_ASSIGNED TASK_
Copy each entry verbatim, excluding its images.

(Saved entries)
=== Begin Enclosure ===

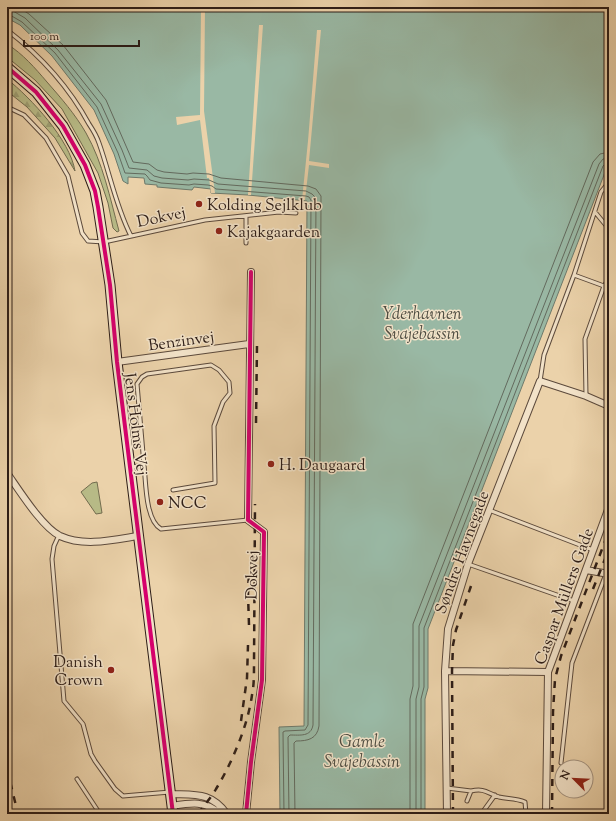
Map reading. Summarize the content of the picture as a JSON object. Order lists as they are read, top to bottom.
{
  "streets": {
    "main road": ["Jens Holms Vej"],
    "street": [
      "Dokvej",
      "Benzinvej",
      "Søndre Havnegade",
      "Caspar Müllers Gade"
    ]
  },
  "crossings": [
    ["Dokvej", "Jens Holms Vej"],
    ["Benzinvej", "Jens Holms Vej"]
  ],
  "water": ["Yderhavnen Svajebassin", "Gamle Svajebassin"],
  "places": [
    "Kolding Sejlklub",
    "Kajakgaarden",
    "H. Daugaard",
    "NCC",
    "Danish Crown"
  ],
  "scale_bar": "100 m",
  "north": "top left"
}
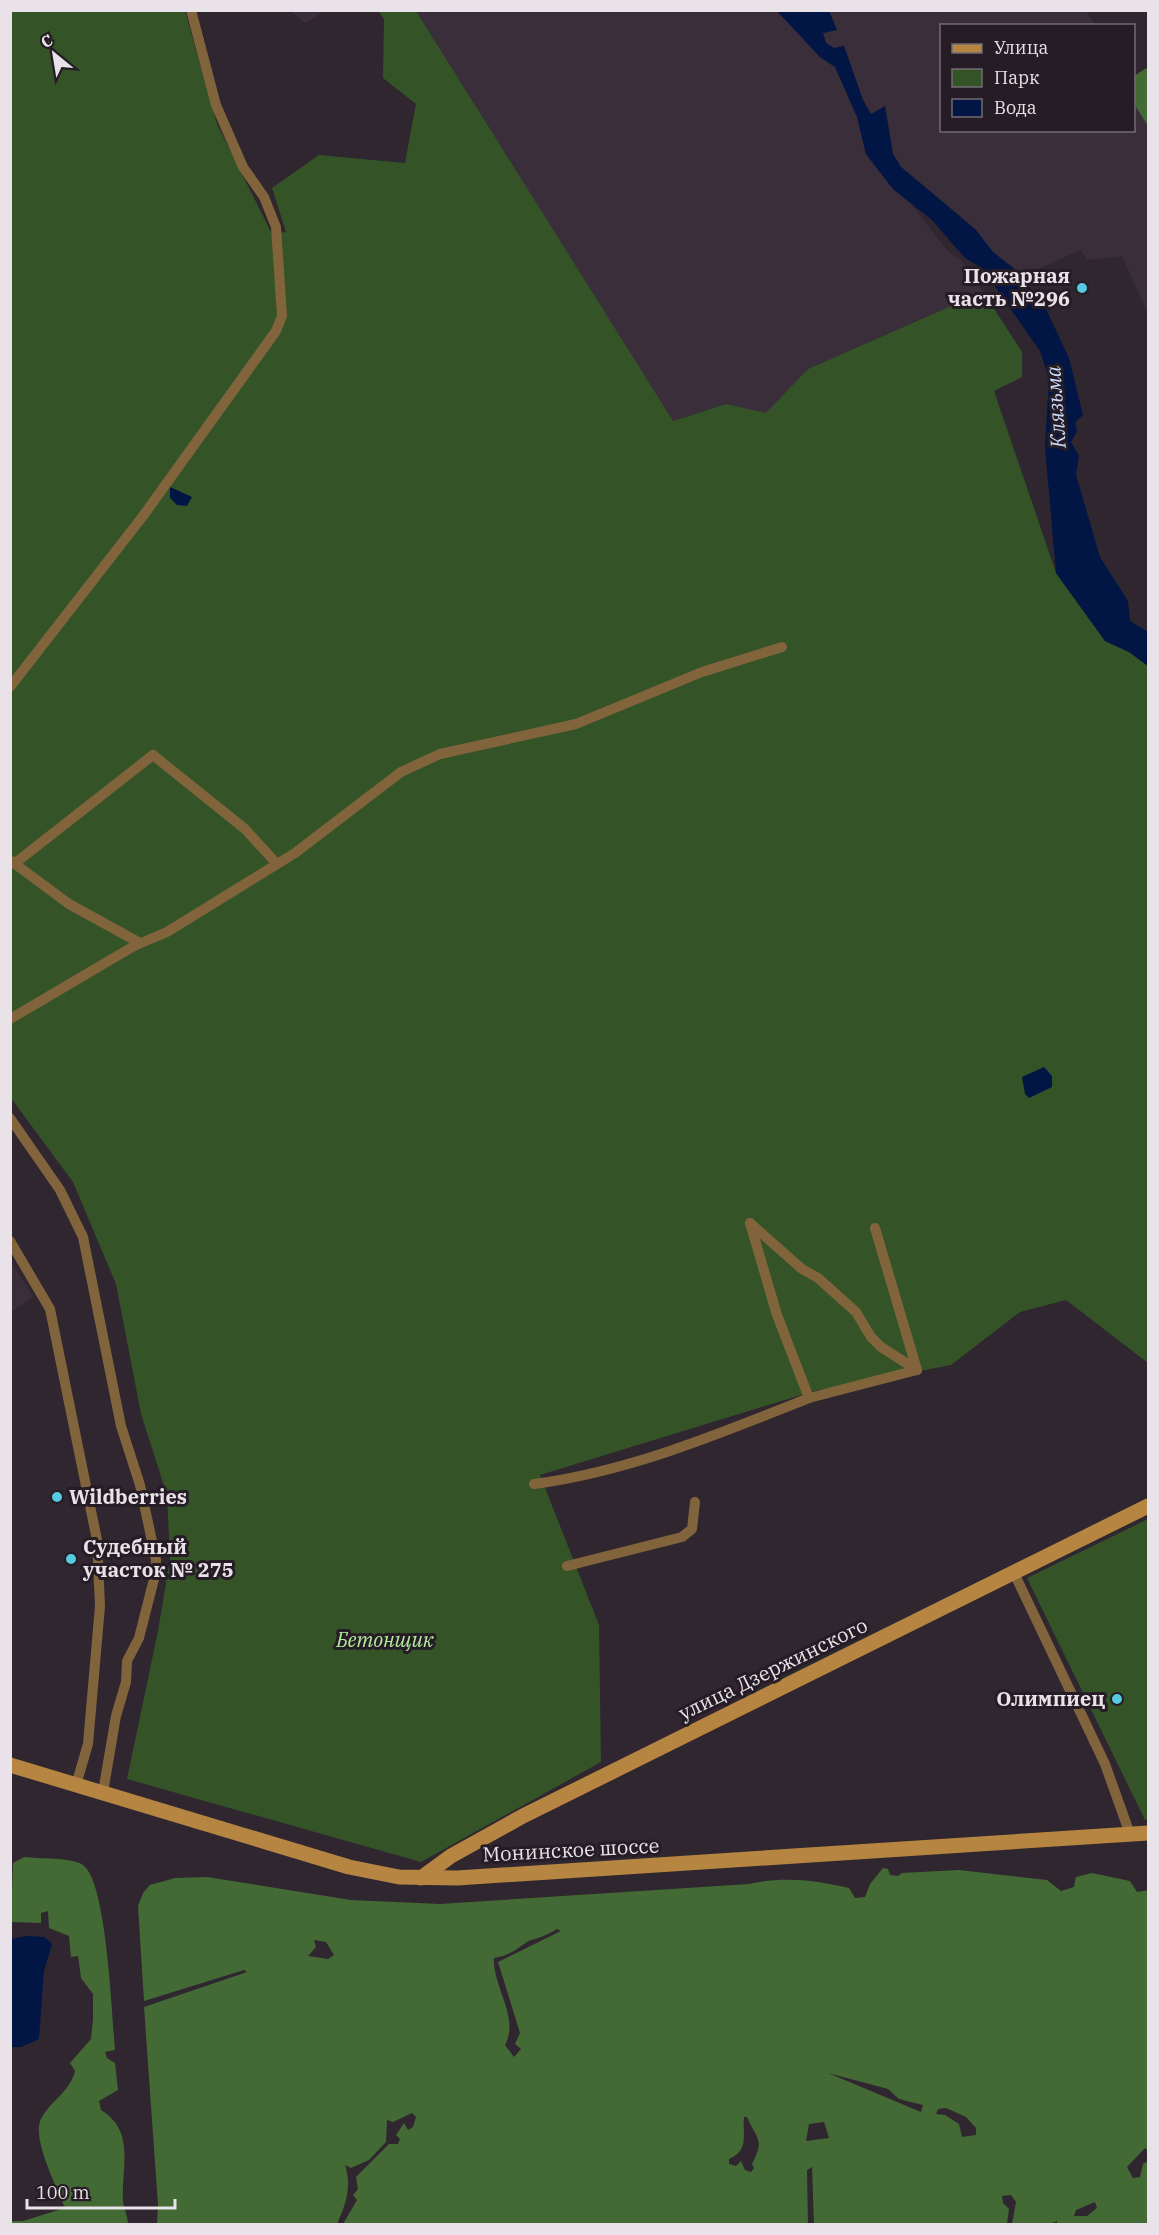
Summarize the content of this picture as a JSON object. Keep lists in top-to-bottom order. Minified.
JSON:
{"streets":{"main road":["улица Дзержинского","Монинское шоссе"]},"crossings":[["улица Дзержинского","Монинское шоссе"]],"water":["Клязьма"],"parks":["Бетонщик"],"places":["Пожарная часть №296","Wildberries","Судебный участок № 275","Олимпиец"],"legend":["Улица","Парк","Вода"],"scale_bar":"100 m","north":"top left"}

=== End Enclosure ===

_TASK ANSWER_
Map reading. Summarize the content of the picture as a JSON object. Order lists as they are read, top to bottom.
{
  "streets": {
    "main road": ["Jens Holms Vej"],
    "street": [
      "Dokvej",
      "Benzinvej",
      "Søndre Havnegade",
      "Caspar Müllers Gade"
    ]
  },
  "crossings": [
    ["Dokvej", "Jens Holms Vej"],
    ["Benzinvej", "Jens Holms Vej"]
  ],
  "water": ["Yderhavnen Svajebassin", "Gamle Svajebassin"],
  "places": [
    "Kolding Sejlklub",
    "Kajakgaarden",
    "H. Daugaard",
    "NCC",
    "Danish Crown"
  ],
  "scale_bar": "100 m",
  "north": "top left"
}
Summarize the content of this picture as a JSON object. Keep lists in top-to-bottom order. Minified.
JSON:
{"streets":{"main road":["улица Дзержинского","Монинское шоссе"]},"crossings":[["улица Дзержинского","Монинское шоссе"]],"water":["Клязьма"],"parks":["Бетонщик"],"places":["Пожарная часть №296","Wildberries","Судебный участок № 275","Олимпиец"],"legend":["Улица","Парк","Вода"],"scale_bar":"100 m","north":"top left"}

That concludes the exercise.